The Hebrew verb abar, “to pass over, through, by” appears four times in this week’s lesson, although the number of appearances is obscured by English translations. The first two mentions of “crossing” are in v. 22 (Hebrews 23). That night Jacob took his wives, slave girls, and children and crossed (Hebrew root: abar) the ford (Hebrew root: abar) of the river Jabbok; literally, he “crossed over the crossing.” The other two are in v. 23 where it states that Jacob sent his family across (Hebrew root: abar) and all that belonged to him across (Hebrew root: abar). Not only were they crossing from one side of the river to the other but they were also crossing over into an unknown new beginning.
Strangers in the night
Jacob remained behind on the side of the Jabbok opposite his family. Alone in the dark, Jacob is attacked by an unknown man.

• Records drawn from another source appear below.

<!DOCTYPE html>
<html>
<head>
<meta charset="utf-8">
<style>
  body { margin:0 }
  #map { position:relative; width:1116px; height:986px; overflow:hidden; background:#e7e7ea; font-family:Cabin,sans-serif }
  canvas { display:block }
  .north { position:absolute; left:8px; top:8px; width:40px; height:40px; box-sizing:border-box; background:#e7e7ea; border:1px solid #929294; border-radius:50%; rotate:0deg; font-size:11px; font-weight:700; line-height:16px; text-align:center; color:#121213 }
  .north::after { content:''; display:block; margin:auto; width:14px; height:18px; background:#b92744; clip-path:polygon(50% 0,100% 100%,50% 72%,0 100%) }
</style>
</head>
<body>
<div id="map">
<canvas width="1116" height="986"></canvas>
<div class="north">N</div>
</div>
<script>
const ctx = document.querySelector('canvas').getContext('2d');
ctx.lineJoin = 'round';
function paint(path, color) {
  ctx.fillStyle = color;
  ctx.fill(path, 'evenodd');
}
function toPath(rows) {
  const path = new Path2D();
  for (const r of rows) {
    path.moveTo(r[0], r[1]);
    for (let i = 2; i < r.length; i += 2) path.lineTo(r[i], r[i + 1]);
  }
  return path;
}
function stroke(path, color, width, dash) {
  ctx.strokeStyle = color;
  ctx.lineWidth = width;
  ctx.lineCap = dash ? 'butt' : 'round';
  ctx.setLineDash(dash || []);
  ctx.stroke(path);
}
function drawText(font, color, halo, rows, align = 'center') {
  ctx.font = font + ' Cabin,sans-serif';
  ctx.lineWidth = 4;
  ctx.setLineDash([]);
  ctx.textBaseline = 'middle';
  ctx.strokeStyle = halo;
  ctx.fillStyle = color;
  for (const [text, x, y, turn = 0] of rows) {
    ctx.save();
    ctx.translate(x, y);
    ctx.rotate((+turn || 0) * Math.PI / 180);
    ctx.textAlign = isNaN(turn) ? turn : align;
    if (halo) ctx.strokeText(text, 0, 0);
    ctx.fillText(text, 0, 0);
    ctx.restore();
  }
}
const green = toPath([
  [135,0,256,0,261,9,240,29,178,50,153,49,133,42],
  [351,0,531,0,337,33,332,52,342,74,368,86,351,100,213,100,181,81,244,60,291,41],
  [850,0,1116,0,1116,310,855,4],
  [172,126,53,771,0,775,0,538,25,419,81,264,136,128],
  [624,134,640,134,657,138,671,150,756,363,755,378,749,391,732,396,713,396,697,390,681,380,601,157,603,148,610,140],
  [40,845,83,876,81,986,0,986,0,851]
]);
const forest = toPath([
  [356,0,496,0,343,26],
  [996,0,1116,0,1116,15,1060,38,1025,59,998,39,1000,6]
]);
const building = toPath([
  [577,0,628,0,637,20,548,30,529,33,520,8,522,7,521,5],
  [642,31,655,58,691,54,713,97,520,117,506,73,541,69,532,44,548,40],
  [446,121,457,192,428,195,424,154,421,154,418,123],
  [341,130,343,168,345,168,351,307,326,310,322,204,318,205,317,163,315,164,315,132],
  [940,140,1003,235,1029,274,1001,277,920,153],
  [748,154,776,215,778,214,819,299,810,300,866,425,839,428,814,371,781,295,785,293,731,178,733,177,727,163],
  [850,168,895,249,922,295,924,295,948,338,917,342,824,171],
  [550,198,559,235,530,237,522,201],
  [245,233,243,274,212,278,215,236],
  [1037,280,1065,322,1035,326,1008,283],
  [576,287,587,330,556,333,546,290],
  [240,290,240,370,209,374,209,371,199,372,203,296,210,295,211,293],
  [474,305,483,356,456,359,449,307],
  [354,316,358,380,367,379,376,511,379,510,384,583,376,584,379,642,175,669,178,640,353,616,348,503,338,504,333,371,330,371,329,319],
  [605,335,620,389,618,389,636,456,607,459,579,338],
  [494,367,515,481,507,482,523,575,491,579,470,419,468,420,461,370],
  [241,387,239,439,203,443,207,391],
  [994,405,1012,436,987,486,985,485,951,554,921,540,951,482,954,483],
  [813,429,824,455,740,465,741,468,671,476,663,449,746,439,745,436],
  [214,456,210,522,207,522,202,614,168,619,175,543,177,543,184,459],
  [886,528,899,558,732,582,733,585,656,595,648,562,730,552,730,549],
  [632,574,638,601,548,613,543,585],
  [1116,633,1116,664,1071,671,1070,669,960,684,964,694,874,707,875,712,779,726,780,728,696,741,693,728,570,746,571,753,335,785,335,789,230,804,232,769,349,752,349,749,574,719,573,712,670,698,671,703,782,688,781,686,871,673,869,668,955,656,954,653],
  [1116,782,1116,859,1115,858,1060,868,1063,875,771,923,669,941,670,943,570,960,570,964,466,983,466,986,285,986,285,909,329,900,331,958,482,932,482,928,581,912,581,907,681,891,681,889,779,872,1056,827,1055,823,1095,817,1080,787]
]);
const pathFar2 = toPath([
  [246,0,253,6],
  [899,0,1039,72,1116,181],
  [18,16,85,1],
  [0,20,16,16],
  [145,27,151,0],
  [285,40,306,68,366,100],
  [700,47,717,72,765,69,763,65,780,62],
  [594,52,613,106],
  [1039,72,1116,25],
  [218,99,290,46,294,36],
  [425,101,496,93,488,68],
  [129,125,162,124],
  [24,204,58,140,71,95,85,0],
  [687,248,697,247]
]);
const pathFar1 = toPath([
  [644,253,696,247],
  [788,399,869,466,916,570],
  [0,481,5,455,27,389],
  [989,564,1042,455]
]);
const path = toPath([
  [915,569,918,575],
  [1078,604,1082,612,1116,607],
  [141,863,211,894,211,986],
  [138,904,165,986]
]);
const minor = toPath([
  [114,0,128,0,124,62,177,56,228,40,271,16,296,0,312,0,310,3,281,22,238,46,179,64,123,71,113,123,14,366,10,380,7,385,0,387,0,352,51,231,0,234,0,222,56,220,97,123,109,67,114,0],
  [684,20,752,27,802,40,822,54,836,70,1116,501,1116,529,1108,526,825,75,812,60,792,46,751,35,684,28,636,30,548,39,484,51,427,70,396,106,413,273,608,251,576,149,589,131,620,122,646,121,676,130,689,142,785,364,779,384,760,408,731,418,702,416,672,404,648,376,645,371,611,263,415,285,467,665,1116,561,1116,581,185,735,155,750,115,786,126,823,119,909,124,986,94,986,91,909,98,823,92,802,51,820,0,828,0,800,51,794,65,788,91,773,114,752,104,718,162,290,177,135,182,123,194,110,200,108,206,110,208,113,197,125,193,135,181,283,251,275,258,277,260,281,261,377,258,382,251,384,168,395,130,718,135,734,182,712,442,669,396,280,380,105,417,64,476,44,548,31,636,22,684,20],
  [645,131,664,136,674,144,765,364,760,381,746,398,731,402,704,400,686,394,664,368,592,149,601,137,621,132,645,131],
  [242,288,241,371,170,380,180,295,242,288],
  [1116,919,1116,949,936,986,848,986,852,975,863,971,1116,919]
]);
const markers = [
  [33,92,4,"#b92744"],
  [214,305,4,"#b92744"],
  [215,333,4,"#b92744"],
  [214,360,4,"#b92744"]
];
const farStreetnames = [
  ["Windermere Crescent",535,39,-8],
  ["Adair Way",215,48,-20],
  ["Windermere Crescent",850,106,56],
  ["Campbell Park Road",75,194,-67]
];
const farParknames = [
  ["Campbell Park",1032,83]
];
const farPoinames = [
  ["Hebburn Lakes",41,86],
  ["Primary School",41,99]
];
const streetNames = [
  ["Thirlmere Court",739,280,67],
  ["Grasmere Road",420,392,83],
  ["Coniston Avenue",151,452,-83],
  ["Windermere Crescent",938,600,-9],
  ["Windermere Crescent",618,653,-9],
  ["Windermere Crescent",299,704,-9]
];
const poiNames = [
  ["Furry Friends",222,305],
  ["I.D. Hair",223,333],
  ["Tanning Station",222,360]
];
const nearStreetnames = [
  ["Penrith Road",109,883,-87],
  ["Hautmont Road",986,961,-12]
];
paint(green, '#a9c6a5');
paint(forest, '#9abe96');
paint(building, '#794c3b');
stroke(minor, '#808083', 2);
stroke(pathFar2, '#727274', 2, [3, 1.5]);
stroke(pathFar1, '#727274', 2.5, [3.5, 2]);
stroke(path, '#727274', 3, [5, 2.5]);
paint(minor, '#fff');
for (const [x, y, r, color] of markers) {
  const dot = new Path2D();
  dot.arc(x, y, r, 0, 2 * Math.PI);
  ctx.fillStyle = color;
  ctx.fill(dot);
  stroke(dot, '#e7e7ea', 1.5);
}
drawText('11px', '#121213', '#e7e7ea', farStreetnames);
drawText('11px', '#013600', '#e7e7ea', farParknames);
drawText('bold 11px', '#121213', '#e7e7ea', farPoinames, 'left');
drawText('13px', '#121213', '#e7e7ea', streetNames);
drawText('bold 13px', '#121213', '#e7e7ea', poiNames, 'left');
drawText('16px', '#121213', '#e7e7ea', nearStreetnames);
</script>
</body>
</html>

The man wrestled with Jacob until daybreak, but the man could not overpower Jacob. The reference to daybreak was to cue the ancient audience that the attacker was not human. More than one commentary has noted the belief in antiquity that demons and spirits inhabited the night and rivers. His purpose for attacking Jacob is undetermined. Was it his assailant’s intent just to prevent Jacob from crossing the river or to kill him? Whatever was his purpose, it appears that he was only potent at night. With the day about to break, this superhuman, it seems, would lose his power.
With no time to spare, the stranger reaches out and strikes Jacob on his hip, putting his hip-socket out of joint while he continued to wrestle with Jacob. He repeats his plea that Jacob let him go before daybreak. Jacob replies that he will not let the unknown figure go until he blesses him. This request must have come as a surprise to the reader. What blessing and why would he expect that this stranger could deliver it? What has Jacob surmised about this figure based on his struggle with him?
A new name
The man asked Jacob his name. He answered, “Jacob.” The man replied that his name was no longer Jacob, but Israel. The reason given for the name change is explained as: “You have striven with God and with humans, and have prevailed” (Genesis 32:28). The reader presumes at this point that the blessing is the new name. Jacob in turn asks him to please tell him his name. Rather than answer Jacob the man replies, “Why is it that you ask my name?” (v. 29) It was there at that moment that he blessed Jacob.
Jacob renamed the place called Penuel, Peniel: “face of God,” for he had seen God “face to face” (v. 30), yet he had not died. This response, with v. 28, has led some commentators to conclude that Jacob’s unidentified assailant was God. There at the crossing Jacob has crossed yet another boundary. The man who left Haran as the patriarch of a family including 11 children would become the progenitor of a nation of 12 tribes named for 12 sons.